27 September 2011

Students on the Tamar

Campus had been an oasis of piece and quiet for months. But that wouldn't last...

Like an invading army the first year students engulfed the university. If you walk over campus now you have to slalom your way past the socialising youngsters. It's good students tend to be too lazy to use the stairs, for otherwise there would be the huge risk of ending up behind some young men whose sense of fashion would force them to wear their trousers at the approximate altitude of their knees. I think I'm officially a grumpy old woman, for I really can't get used to that sartorial offence.

Even in a year which is the last one before tuition fees are raised to the legal maximum it is important to give these up-and-coming academics a warm welcome. Next year we hope to still get some, in spite of the £9000, and a record of lots of students dropping out wouldn't help with that. And it's of course just the right thing to do. That first week will probably resonate right through the entire rest of their lives. It had better be good!

Induction week ended with a boat trip on the Plym and the Tamar, and Paul had asked me to join, so I did. One of the lecturers in human geography grabbed the microphone and provided a continuous erudite commentary on everything we sailed past. I don't think the students were listening, but I enjoyed it. I want that chap on the back of my bike, commenting on everything I bike past!

The boat leaves downtown Plymouth and Paul, the organiser, looks relaxed.

I've never been this close to this, eh, thing!

The waterfront holds some nice architecture

The roofed slipway I only glanced during the Devonport walk. Now I could see in!

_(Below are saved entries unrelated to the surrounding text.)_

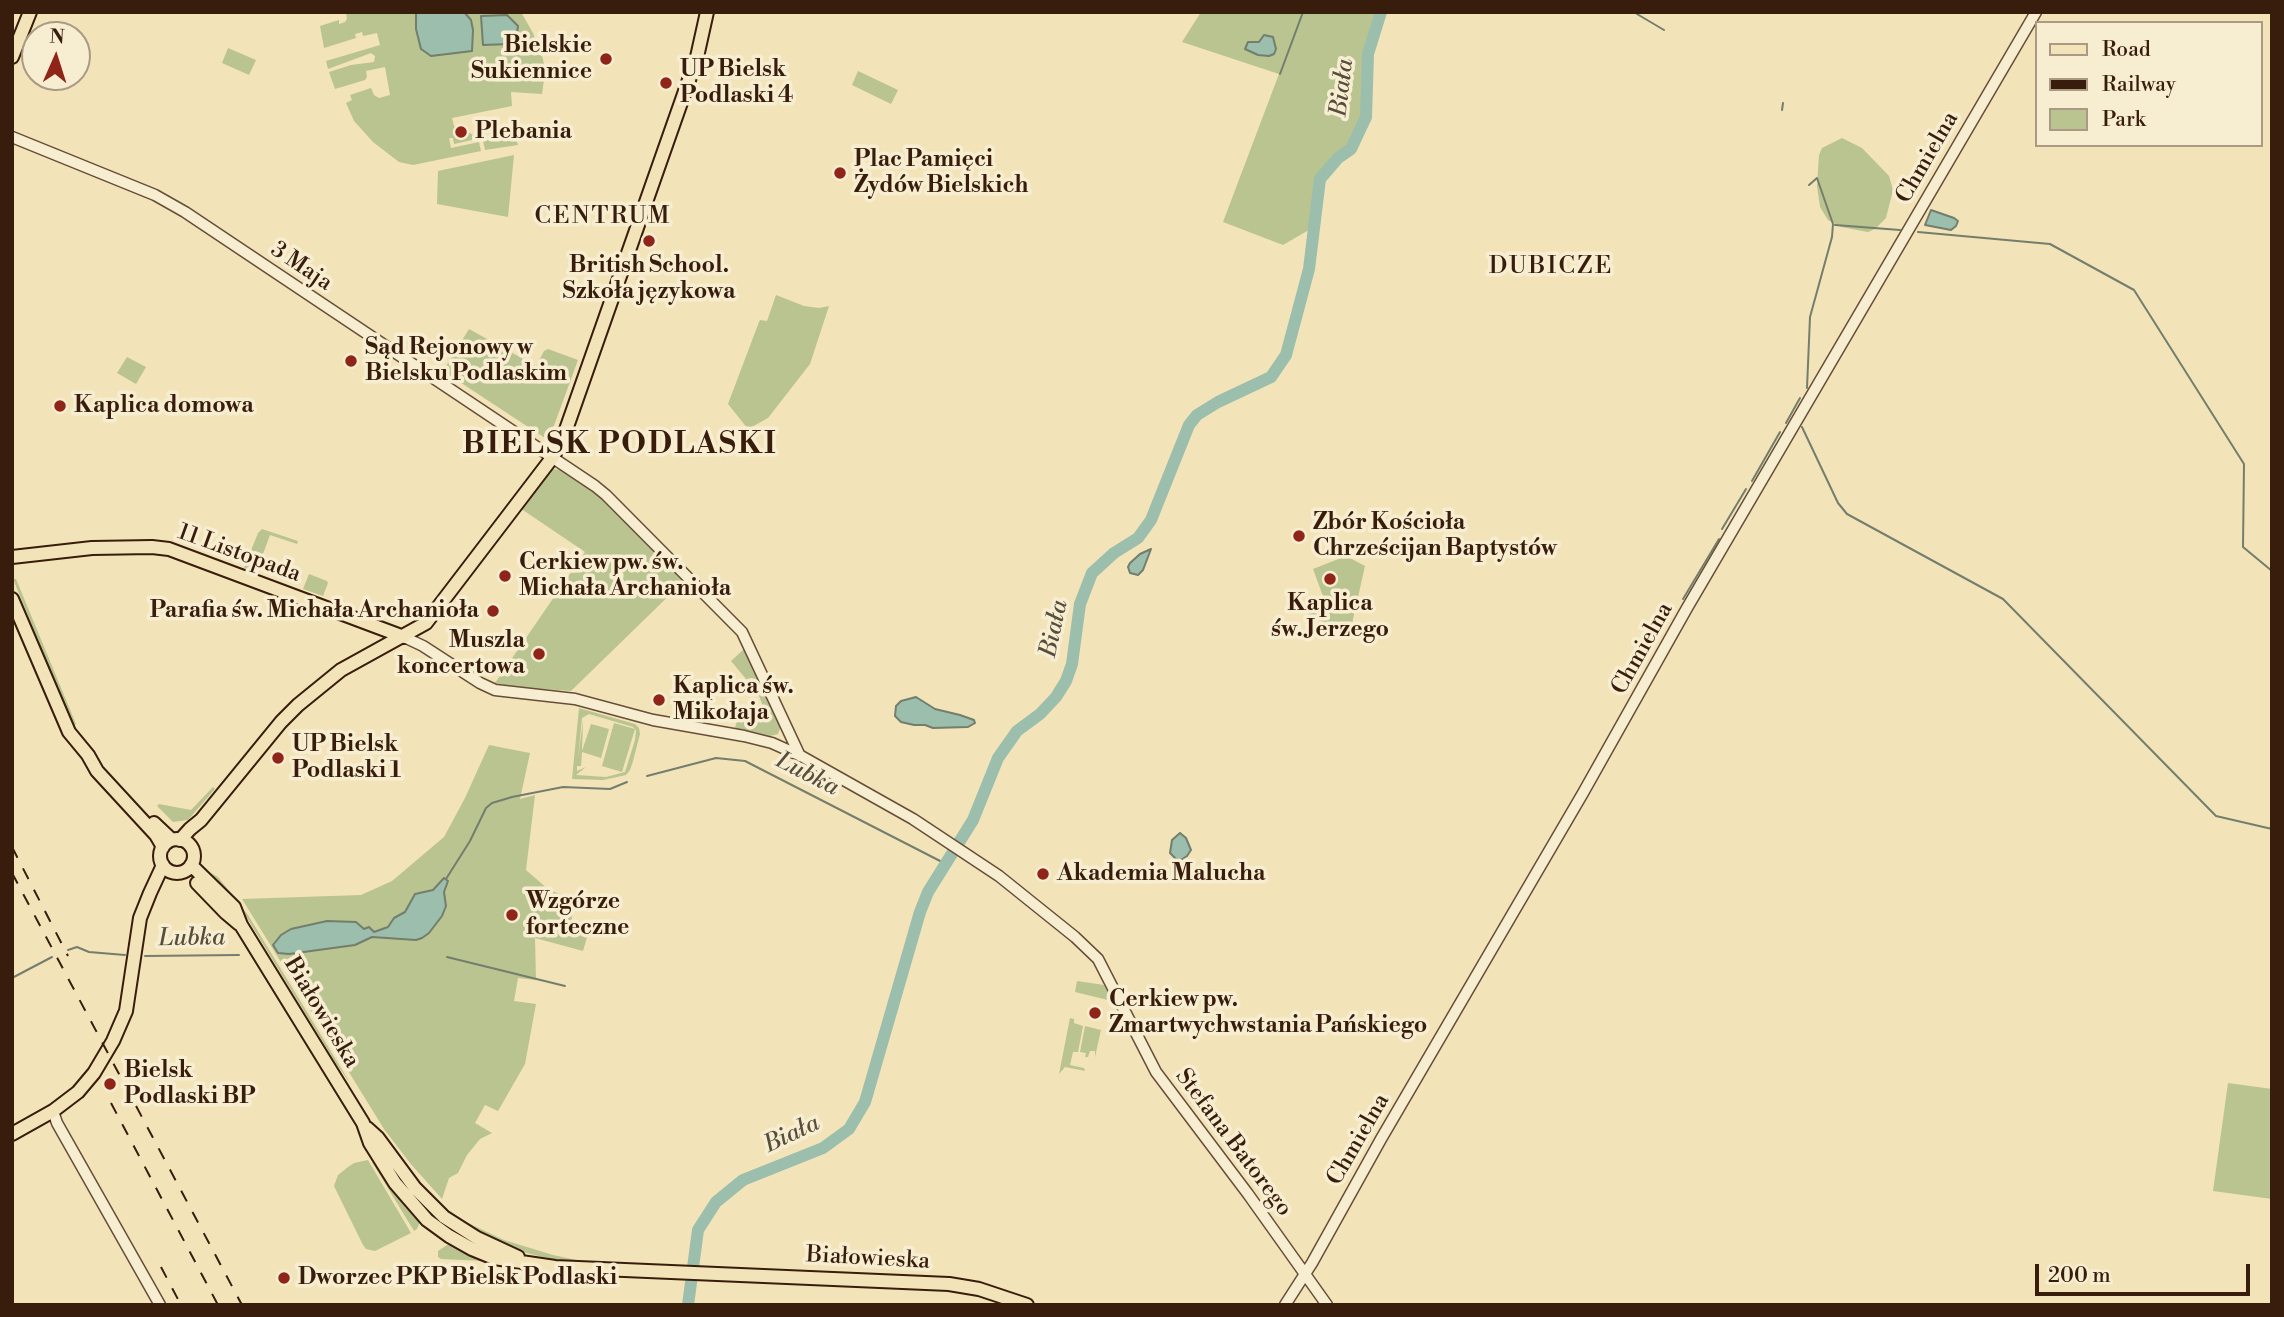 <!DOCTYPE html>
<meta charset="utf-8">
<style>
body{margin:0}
#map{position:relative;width:2284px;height:1317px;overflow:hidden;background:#f3e3b8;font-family:"Libre Bodoni",serif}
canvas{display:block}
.frame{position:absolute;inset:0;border:14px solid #381d0d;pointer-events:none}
.legend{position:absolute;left:2035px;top:21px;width:228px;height:126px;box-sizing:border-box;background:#f7edd1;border:2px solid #ab9a83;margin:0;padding:9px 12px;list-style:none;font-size:21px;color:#381d0d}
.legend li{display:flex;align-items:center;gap:14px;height:35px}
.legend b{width:35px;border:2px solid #ab9a83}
.north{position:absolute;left:21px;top:21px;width:70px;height:70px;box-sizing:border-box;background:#f7edd1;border:2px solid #ab9a83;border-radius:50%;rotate:3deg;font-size:19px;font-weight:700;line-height:28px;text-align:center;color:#381d0d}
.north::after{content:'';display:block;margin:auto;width:24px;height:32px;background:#8f2418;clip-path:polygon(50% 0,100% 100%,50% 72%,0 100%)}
.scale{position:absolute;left:2035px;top:1264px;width:215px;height:32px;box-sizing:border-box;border:4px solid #381d0d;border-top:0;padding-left:9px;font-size:21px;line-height:24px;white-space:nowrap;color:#381d0d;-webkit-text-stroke:5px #f7edd1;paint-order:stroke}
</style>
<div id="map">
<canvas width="2284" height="1317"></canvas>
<div class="frame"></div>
<ul class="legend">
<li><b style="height:9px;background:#f3e3b8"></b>Road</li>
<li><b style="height:9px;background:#381d0d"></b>Railway</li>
<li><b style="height:19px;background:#b9c490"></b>Park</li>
</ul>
<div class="north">N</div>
<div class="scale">200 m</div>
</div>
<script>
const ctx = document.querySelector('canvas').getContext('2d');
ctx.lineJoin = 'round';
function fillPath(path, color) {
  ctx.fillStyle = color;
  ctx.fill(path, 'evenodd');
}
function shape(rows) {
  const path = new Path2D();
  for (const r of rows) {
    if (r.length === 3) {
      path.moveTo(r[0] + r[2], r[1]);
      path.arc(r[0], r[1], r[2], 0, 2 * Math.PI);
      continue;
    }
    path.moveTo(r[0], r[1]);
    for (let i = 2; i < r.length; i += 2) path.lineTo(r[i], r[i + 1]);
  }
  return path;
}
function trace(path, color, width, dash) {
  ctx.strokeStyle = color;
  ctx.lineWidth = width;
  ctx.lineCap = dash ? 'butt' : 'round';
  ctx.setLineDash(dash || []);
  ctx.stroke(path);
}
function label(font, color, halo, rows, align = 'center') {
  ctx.font = font + ' "Libre Bodoni",serif';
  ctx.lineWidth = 7;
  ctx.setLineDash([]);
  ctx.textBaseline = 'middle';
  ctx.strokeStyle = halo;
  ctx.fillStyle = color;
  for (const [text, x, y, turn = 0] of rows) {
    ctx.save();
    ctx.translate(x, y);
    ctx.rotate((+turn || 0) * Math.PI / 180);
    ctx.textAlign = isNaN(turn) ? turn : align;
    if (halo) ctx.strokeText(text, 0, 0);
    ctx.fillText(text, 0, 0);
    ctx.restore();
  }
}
const green = shape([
 [346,12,521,12,533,33,543,59,545,72,542,94,511,92,512,106,452,118,454,126,476,136,472,140,454,144,453,138,449,138,451,148,479,142,481,151,413,165,399,162,373,142,354,121,346,103,352,100,350,95,371,88,374,95,379,98,390,95,385,67,366,71,367,77,365,80,335,89,329,72,351,65,374,62,375,56,371,53,328,69,326,61,380,45,377,33,363,36,362,32,355,34,356,38,324,48,320,26,339,20,339,24,345,22,347,19],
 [1201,12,1381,12,1368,54,1366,117,1351,149,1338,158,1320,179,1314,227,1283,245,1223,222,1279,74,1182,42],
 [228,48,256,60,249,75,222,63],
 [858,71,898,90,891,104,852,85],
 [515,135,518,145,485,150,483,141],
 [1842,138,1862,148,1889,176,1893,190,1886,218,1875,229,1868,232,1841,227,1828,220,1820,207,1817,186,1819,155,1822,148],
 [514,155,508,217,437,204,438,171],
 [776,295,804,306,819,308,829,306,810,364,768,418,748,429,728,404,759,322,760,320,767,321],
 [469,329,536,366,544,351,548,349,578,360,552,431,545,438,443,371],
 [127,357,146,367,136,384,117,373],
 [552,469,562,470,604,499,685,580,571,691,513,687,495,683,585,552,520,508],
 [262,529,298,541,297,544,270,535,256,573,244,568,258,533],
 [1346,556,1365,566,1349,637,1308,614,1327,607,1313,569],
 [309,574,327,581,328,583,323,596,303,589],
 [13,579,16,579,76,724,73,726],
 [744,649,781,726,778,734,770,736,675,719,694,698,707,707,695,707,694,712,712,716,713,720,707,719,706,724,735,728,737,720,755,723,768,719,752,678,746,679,731,661],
 [579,708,635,724,639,728,640,734,633,761,630,770,626,775,603,780,572,779],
 [589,714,633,727,636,730,635,740,625,772,606,777,576,775,586,767,577,771,577,766,581,766,582,752,601,758,609,729,591,724,582,751,583,720,578,759,582,718],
 [614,723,635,729,622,772,602,766],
 [489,745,530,753,520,799,535,795,526,870,549,890,575,899,571,923,590,927,583,951,535,938,536,980,518,978,514,1001,536,1004,525,1064,498,1111,485,1105,475,1123,492,1133,480,1139,467,1155,458,1173,449,1178,442,1199,410,1163,384,1129,242,899,361,895,392,881,444,837,465,798],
 [213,787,215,789,188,820,173,822,157,806,159,804,191,810],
 [207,871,218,877,248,915,352,1086,335,1062,247,918,235,904,206,875],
 [1077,981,1104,985,1112,1001,1075,992],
 [1070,1018,1074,1019,1074,1023,1083,1026,1078,1052,1073,1052,1070,1065,1084,1068,1085,1071,1065,1067,1059,1074],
 [1085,1026,1101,1030,1095,1057,1095,1051,1090,1051,1088,1057,1085,1057,1086,1053,1080,1052],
 [2228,1083,2272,1089,2272,1199,2213,1191],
 [368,1160,411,1233,375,1251,366,1249,363,1245,334,1186,338,1175,348,1167,354,1163],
 [372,1162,376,1162,397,1194,420,1222,417,1229,414,1231],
 [451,1215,504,1240,553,1255,600,1265,564,1263,516,1250,494,1241],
 [447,1245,454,1245,485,1259,484,1261,441,1259,438,1257,438,1251]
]);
const water = shape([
 [416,12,465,13,471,20,473,30,472,51,431,56,421,49,416,29,416,12],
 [507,15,518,26,516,40,510,44,483,45,481,16,507,15],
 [1264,35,1273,37,1276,49,1274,54,1269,56,1258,55,1245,49,1248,42,1259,42,1264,35],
 [1931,210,1954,218,1958,221,1956,226,1951,230,1925,225,1931,210],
 [1151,549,1143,570,1138,575,1130,573,1128,567,1130,563,1140,554,1151,549],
 [916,697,935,709,960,715,974,720,975,723,968,727,933,728,925,725,914,725,901,722,895,716,896,706,901,701,916,697],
 [1180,833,1186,838,1191,850,1187,856,1181,860,1176,859,1170,853,1172,840,1180,833],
 [444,878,448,881,444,892,446,906,442,916,429,933,422,938,416,940,372,937,355,945,289,954,278,953,273,945,281,935,291,929,327,921,356,922,364,929,369,927,374,932,388,927,394,918,405,912,415,894,433,890,444,878]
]);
const stream = shape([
 [1637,14,1664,30],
 [1280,74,1303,12],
 [1782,110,1783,103],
 [1835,225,1900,230],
 [1918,232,2050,244,2134,290,2244,464,2243,547,2272,571],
 [1807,388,1810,317,1832,237,1833,224,1817,178,1809,185],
 [1786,423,1800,398],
 [1802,427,1838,503,1847,514,2003,599,2216,816,2272,829],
 [1752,481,1780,432],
 [1722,529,1746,489],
 [1683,599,1719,539],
 [647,776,716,758,745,761,944,863],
 [446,879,470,841,486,808,492,803,512,797,563,787,610,789,627,782],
 [68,950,77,947,89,952,125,955],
 [145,956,239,955],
 [447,957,565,986],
 [12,978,52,957]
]);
const river = shape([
 [688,1305,698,1230,716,1202,743,1180,823,1148,849,1129,865,1102,920,912,928,892,973,820,998,758,1017,731,1040,714,1056,697,1066,681,1072,664,1080,604,1092,573,1114,553,1138,538,1151,520,1189,425,1197,415,1218,402,1271,377,1286,355,1309,269,1320,179,1338,158,1351,149,1366,117,1368,54,1381,12]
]);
const minor = shape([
 [12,137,155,195,185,212,595,486,606,495,742,632,800,756],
 [404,637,423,646,480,683,495,690,575,699,653,720,744,736,772,743,801,756,913,819,999,876,1075,937,1098,959,1156,1072,1248,1194,1327,1305],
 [53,1111,57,1123,160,1305],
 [1285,1305,1312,1263,1381,1139,1583,793,1687,608,2036,12]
]);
const major = shape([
 [12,57,30,12],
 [12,557,92,548,152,547,169,549,404,637],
 [12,599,69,732,88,755,97,771,156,835,163,847],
 [154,823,172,840],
 [177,856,17],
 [180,840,190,829,201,820,281,722,298,705,341,670,426,623,552,458,562,441,697,57,707,12],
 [191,865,234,907,241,925,363,1123,370,1143,395,1183,427,1220,449,1236,472,1249,494,1258,555,1267,949,1284,979,1289,1027,1305],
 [197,883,226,913,239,924],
 [367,1128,378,1138,415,1188,444,1217,477,1238,518,1257],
 [12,1134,53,1111,78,1092,94,1073,113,1041,126,1011,140,918,150,893,163,865]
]);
const rail = shape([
 [12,847,68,956],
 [12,873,242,1305],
 [111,1103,218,1305],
 [161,1267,181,1305]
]);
const markers = [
 [606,59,7,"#8f2418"],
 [666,83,7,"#8f2418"],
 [461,132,7,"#8f2418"],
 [840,173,7,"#8f2418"],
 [649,241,7,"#8f2418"],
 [351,361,7,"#8f2418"],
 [60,406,7,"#8f2418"],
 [1299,536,7,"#8f2418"],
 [505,576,7,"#8f2418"],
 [1330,579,7,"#8f2418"],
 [493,611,7,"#8f2418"],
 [539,654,7,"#8f2418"],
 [659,700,7,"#8f2418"],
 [278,758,7,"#8f2418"],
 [1043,874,7,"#8f2418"],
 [512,915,7,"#8f2418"],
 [1095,1013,7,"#8f2418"],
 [110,1084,7,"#8f2418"],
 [284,1278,7,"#8f2418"]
];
const poiNames = [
 ["Bielskie",592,46,"right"],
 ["Sukiennice",592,72,"right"],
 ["UP Bielsk",680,70],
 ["Podlaski 4",680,96],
 ["Plebania",475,132],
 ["Plac Pamięci",854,160],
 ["Żydów Bielskich",854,186],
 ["British School.",649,266,"center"],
 ["Szkoła językowa",649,292,"center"],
 ["Sąd Rejonowy w",365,348],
 ["Bielsku Podlaskim",365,374],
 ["Kaplica domowa",74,406],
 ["Zbór Kościoła",1313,523],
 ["Chrześcijan Baptystów",1313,549],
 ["Cerkiew pw. św.",519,563],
 ["Michała Archanioła",519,589],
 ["Kaplica",1330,604,"center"],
 ["św. Jerzego",1330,630,"center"],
 ["Parafia św. Michała Archanioła",479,611,"right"],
 ["Muszla",525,641,"right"],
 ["koncertowa",525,667,"right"],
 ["Kaplica św.",673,687],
 ["Mikołaja",673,713],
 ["UP Bielsk",292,745],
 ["Podlaski 1",292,771],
 ["Akademia Malucha",1057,874],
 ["Wzgórze",526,902],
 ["forteczne",526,928],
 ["Cerkiew pw.",1109,1000],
 ["Zmartwychwstania Pańskiego",1109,1026],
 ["Bielsk",124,1071],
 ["Podlaski BP",124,1097],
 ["Dworzec PKP Bielsk Podlaski",298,1278]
];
const streetNames = [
 ["Chmielna",1928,158,-60],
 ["3 Maja",301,267,34],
 ["11 Listopada",239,554,20],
 ["Chmielna",1643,649,-61],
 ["Białowieska",321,1013,59],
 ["Chmielna",1359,1140,-60],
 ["Stefana Batorego",1233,1143,53],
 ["Białowieska",868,1259,3]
];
const waterNames = [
 ["Biała",1343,88,-83],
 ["Biała",1055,629,-78],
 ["Lubka",807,775,27],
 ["Lubka",192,939,-1],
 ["Biała",792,1135,-25]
];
const neighbourhoodNames = [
 ["CENTRUM",603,217],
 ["DUBICZE",1551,267]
];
const districtNames = [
 ["BIELSK PODLASKI",620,446]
];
fillPath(green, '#b9c490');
fillPath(water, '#9bbead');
trace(water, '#737e6d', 2);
trace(stream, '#737e6d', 2);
trace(river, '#9bbead', 12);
trace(minor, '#674e38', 13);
trace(major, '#381d0d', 16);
trace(minor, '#f7edd1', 10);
trace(major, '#f3e3b8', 12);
trace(rail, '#381d0d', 2, [12, 12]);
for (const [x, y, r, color] of markers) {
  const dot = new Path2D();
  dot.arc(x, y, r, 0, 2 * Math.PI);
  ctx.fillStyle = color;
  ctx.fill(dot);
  trace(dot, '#f7edd1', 2.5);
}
label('bold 23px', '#381d0d', '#f7edd1', poiNames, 'left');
label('23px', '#381d0d', '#f7edd1', streetNames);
label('italic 24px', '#564d3d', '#f7edd1', waterNames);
ctx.letterSpacing = '2px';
label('24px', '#381d0d', '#f7edd1', neighbourhoodNames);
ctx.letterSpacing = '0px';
ctx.letterSpacing = '2px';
label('bold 30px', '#381d0d', '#f7edd1', districtNames);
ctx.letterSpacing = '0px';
</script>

The Tamar Bridge in dramatic lighting

Whether they listened to the commentary or not, the students were treated to a nice boat trip in splendid weather, and a view on Plymouth from a less usual angle. And so was I. It was, in a way, the boat trip with Neil, but then with less testosterone and more human geography. And, in a way, also the water-borne version of the recent Devonport walk. A nice change from a hard week in the lab. And I won't be teaching these students, but it may be good to get to meet them anyway. I hope they're still there by the time I have to help Roland teach them about sea level change! And it provided me with a nice insight into their world (so different from mine!); I pointed out the citadel; a beautiful relic from the civil war, and they said "we know that place; there was a dubstep party there!"